Excerpts from a dataset
★ ★ ★
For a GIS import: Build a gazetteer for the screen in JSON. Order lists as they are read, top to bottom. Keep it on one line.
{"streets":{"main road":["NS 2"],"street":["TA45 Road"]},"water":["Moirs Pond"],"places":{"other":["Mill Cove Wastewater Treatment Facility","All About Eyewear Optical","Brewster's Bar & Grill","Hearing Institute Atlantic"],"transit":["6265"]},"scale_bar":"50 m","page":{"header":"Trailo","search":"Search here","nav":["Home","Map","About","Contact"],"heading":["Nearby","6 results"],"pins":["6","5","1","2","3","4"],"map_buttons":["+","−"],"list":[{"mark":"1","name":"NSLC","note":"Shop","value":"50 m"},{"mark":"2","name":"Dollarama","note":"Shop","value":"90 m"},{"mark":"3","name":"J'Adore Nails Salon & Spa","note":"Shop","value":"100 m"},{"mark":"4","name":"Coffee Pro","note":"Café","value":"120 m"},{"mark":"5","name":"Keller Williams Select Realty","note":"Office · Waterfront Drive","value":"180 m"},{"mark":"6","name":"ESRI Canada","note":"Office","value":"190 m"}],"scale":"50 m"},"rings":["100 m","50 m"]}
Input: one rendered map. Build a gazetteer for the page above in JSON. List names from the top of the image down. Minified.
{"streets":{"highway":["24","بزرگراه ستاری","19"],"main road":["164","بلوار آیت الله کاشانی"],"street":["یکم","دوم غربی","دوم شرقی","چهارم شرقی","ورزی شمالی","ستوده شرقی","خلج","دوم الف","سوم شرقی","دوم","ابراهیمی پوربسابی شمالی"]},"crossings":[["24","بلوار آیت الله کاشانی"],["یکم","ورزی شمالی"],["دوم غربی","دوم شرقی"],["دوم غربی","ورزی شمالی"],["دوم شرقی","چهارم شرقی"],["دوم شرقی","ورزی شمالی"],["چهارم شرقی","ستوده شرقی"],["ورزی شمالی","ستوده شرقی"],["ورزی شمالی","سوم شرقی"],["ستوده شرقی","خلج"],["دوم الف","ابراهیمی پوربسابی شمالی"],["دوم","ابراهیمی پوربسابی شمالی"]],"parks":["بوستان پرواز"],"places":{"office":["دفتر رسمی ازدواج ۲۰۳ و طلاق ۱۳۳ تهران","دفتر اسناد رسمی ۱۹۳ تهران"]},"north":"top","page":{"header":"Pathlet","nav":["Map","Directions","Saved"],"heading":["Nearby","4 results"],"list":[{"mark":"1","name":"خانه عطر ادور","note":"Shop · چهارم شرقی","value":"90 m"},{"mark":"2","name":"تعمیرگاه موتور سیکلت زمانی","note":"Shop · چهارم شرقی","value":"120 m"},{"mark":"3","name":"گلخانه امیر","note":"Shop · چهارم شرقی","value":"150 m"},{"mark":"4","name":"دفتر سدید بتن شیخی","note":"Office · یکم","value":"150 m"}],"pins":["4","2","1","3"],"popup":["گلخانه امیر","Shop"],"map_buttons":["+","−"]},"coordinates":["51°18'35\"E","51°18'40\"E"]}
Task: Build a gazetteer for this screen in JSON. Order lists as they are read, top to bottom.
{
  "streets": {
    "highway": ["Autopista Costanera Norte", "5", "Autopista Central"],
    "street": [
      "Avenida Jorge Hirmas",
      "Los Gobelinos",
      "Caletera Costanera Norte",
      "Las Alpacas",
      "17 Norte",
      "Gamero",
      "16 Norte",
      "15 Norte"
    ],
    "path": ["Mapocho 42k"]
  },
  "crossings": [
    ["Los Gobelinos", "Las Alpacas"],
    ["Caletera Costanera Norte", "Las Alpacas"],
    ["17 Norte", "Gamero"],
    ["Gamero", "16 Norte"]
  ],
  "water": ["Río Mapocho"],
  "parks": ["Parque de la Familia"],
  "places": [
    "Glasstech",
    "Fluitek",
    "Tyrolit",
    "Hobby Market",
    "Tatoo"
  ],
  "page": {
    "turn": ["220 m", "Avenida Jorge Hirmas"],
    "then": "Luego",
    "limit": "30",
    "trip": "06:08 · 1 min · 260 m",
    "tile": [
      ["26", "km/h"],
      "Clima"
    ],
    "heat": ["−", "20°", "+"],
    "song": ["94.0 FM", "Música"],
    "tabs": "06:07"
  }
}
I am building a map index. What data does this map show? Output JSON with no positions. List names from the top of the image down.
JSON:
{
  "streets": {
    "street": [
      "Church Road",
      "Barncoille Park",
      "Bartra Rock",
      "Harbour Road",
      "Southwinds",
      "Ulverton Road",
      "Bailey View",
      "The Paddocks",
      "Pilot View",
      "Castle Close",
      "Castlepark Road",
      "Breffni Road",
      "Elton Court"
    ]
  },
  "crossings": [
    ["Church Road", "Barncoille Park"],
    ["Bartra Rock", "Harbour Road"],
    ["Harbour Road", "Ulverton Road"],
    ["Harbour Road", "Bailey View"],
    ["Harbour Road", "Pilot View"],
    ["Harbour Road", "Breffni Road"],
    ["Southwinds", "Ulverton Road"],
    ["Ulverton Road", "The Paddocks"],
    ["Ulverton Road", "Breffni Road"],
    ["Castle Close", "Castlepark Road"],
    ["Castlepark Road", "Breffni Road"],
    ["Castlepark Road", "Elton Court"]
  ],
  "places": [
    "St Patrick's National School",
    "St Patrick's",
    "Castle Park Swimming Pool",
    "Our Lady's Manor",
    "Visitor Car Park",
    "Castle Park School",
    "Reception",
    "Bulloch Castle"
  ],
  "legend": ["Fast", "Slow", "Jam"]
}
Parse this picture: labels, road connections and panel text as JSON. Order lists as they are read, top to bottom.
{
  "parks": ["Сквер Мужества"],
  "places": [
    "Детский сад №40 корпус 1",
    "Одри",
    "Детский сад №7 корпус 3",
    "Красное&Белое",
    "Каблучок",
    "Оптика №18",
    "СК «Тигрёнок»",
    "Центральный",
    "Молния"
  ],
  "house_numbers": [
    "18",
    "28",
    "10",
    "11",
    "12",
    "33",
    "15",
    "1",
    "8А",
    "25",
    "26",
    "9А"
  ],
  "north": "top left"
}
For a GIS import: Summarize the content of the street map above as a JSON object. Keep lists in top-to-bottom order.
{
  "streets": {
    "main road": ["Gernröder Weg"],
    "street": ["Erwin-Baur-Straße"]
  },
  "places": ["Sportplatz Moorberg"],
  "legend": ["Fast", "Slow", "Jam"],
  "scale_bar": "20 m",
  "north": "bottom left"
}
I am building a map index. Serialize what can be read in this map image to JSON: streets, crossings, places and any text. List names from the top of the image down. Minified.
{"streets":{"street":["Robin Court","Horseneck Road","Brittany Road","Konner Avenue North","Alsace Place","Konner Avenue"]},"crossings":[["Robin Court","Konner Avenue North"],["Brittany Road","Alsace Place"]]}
★ ★ ★
REQUIRED WORK: Across the data, find each line that has "Slow" in it and copy that line.

YOUR SOLUTION:
  "legend": ["Fast", "Slow", "Jam"]
  "legend": ["Fast", "Slow", "Jam"],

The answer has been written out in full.